The child didn't have Starling's auburn hair. Hers was dark, flowing and sleek, as if each strand had been ripped off the head of one with wealth and status. This made sense, in essence, as it almost matched Krendler's in shade. Her eyes, too, made it seem as if belonging Starling was a lie, through and through. They were also dark, and colorless, and closed. There had been rumors, whispers tossed around locker rooms and closer-door parties, that if you started into her eyes for long enough, she would do the almost impossible and stare back, eyes alighting with such a frightening glare that you could trick yourself into seeing something pin wheeling around down there in the dark.

Her voice is what was concerning.

"Mom, is something wrong?" Starling, preoccupied with her musings as she so often was, was snapped back by her voice.

She knew it from somewhere, of that she was absolutely certain. Where, though, she just couldn't place. In her dreams her daughter's voice ricocheted off the walls of a brick-laden hall, echoing taunts and playful jibes at her, as she advanced ever down the hall, never finding the end, but dreading when she does with a sordid excitement of sorts.
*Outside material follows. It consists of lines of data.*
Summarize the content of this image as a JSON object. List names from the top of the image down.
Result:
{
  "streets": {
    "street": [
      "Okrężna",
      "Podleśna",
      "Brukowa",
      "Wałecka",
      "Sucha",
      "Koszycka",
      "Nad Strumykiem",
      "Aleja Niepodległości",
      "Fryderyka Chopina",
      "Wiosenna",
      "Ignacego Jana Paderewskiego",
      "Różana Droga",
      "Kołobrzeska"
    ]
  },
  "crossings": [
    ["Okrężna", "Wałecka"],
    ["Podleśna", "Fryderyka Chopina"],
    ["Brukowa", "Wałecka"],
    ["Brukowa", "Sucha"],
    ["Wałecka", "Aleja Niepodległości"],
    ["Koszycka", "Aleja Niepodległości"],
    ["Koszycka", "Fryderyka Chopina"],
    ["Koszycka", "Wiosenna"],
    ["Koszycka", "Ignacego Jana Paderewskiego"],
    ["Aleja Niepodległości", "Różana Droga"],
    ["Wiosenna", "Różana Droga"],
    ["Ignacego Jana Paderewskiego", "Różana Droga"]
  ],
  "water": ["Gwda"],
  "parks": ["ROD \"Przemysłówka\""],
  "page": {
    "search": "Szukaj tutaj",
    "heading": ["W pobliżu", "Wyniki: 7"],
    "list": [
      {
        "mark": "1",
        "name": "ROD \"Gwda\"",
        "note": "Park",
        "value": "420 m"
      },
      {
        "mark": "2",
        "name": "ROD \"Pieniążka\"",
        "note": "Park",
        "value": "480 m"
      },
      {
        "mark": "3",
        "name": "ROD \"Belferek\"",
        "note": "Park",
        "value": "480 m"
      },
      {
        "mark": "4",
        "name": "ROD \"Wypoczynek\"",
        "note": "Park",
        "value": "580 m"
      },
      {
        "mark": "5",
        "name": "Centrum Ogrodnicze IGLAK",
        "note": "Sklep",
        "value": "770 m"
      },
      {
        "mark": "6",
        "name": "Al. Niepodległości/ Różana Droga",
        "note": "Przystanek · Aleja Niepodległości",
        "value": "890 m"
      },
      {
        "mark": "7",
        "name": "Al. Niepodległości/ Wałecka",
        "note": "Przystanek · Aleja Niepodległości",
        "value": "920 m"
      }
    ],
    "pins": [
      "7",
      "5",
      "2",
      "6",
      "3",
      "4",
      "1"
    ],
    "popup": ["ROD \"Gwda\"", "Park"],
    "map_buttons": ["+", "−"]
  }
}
It was low, far lower than Starling's West Virginia chimes, but still had a sensual, feminine appeal in the harsh rasp of its growl.

"What? Oh, no I was just thinking."

Starling smiled the slightest bit, reassurance oozing from between her lips, thinking only about what she would have to do to trick her daughter into believing she was fine and not falling into her own head as she so often did.

There was a dark, raised eyebrow in need of her attention.

'You know the missing man-Christopher Gell; I used to work with him before he got dirty. It's kept me a little preoccupied."
Starling could tell she knew she was lying, but she also knew Maelie would leave it at that.

Glancing at the clock, she realized they were running late.

"Grab your stuff, put the plates in the sink, get in the car-go, quickly!"

Starling ran with a fervent haste; Maelie strode with a smooth confidence, and she made it to the car first. Starling dashed outside, realized she forgot her keys, and ran back in.

The phone began to ring.

Starling ignored it and grabbed the key-ring from the living room table, barely registering the blaring noise as it moved from the second ring, to the third and the fourth and the fifth.

She had her hand on the doorknob and it had just begun to turn when the caller left their message.

"Hello, Clarice."

The buzz of the disconnecting tone seemed to last forever.